This article is more than 9 years old.

(Kitco News) - A sharp price drop prompted large speculators to cut their net-long positions in gold futures and options on the Comex division of the New York Mercantile Exchange to the smallest levels since late January.

These fund managers had been winnowing down their bullish holdings for most of May, as seen in the weekly commitments of traders report from the Commodity Futures Trading Commission, but the latest data shows large speculators are seeking to lift their gross short positions. The data is as of May 27.

Large speculators cut their net-long holdings in the platinum group metals in both the disaggregated and legacy reports. They also trimmed their bullish silver position in the legacy report, while building a relatively new net-short position in the disaggregated report. It’s only in copper where funds are showing some bullish tilt, having increased a net-long position in the disaggregated reading and cutting a net-short in the legacy data.

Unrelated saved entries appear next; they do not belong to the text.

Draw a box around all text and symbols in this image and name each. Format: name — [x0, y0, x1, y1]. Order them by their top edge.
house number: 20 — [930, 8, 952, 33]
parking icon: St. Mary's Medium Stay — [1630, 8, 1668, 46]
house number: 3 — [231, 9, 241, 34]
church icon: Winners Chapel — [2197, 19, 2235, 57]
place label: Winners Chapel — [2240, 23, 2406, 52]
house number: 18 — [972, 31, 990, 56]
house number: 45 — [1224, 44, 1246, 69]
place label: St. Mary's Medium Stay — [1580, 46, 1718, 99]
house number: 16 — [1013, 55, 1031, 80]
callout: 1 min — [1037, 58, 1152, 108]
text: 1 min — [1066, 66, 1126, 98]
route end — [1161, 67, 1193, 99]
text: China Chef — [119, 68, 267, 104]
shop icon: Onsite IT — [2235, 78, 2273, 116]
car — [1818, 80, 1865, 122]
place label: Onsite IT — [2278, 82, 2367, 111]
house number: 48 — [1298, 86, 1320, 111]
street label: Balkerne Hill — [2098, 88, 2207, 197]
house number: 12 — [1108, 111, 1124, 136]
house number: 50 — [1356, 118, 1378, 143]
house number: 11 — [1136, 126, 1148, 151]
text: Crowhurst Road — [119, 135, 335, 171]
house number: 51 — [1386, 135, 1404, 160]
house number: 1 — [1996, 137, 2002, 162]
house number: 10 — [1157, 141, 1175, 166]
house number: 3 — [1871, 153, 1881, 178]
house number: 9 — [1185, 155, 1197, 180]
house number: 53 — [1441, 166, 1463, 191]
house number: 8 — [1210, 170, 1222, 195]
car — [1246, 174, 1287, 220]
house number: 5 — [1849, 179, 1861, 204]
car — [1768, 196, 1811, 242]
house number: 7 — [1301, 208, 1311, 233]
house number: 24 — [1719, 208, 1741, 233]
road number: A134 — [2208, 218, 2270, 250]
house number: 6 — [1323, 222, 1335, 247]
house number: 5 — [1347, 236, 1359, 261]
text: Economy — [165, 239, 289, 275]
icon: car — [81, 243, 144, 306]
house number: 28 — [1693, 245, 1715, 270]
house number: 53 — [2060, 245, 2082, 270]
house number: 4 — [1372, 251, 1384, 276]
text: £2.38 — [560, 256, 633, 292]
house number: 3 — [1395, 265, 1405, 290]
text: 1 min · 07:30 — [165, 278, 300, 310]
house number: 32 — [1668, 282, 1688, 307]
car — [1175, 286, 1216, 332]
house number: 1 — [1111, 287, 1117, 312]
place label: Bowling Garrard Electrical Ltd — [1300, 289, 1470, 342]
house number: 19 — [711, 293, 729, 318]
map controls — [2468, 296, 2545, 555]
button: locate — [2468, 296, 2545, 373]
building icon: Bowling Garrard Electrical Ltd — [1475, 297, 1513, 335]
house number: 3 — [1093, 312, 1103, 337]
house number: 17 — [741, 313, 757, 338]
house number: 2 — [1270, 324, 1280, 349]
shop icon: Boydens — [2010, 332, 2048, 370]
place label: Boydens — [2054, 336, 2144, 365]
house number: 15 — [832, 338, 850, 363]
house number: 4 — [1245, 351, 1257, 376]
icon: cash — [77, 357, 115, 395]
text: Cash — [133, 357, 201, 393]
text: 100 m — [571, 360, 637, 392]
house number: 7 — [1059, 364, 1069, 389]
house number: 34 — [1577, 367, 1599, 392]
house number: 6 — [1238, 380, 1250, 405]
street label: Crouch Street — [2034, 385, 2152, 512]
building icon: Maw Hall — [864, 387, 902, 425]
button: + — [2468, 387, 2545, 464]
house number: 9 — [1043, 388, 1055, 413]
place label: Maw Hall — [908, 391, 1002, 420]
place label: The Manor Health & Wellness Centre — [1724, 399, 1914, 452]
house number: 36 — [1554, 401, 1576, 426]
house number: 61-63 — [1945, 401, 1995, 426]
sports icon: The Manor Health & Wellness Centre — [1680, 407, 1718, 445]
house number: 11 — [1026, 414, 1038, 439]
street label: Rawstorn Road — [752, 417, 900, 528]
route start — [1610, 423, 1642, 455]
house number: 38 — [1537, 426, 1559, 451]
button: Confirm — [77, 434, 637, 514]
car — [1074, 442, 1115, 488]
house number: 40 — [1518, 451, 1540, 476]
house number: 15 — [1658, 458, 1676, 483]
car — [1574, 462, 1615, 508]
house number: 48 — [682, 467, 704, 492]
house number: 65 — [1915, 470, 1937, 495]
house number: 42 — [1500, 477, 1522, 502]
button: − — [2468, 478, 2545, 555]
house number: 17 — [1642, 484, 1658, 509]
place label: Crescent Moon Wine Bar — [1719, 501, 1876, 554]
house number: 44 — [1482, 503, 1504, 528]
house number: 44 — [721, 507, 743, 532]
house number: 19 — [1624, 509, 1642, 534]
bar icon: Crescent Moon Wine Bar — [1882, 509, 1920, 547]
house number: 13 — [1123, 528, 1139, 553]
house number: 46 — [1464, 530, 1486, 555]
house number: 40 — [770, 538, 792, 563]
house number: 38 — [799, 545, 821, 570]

The metals were mixed during the time period covered by the latest CFTC report. Comex August gold fell $29.10 to $1,265.70 an ounce. July silver fell by 33.2 cents to $19.067. July platinum slid by $6.60 to $1,462.30 an ounce, while June palladium rose $5.20 to $831.55. Comex July copper edged up 3.25 cents to $3.1775 a pound.

The May 27 report includes the big drop gold made as it fell through the wedge technical chart formation, violating support around $1,280. That appears to have encouraged fund managers to build gross short positions.

Managed-money traders added 636 gross longs, but also added 22,601 gross shorts, lowering their net-long position to 68,393 contracts, the smallest since Jan. 28. Producers’ net-short position fell as they cut more gross short positions than gross longs, and did so in a significant way. Swap dealers also saw their net-short position drop as they cut a large number of gross shorts and added longs.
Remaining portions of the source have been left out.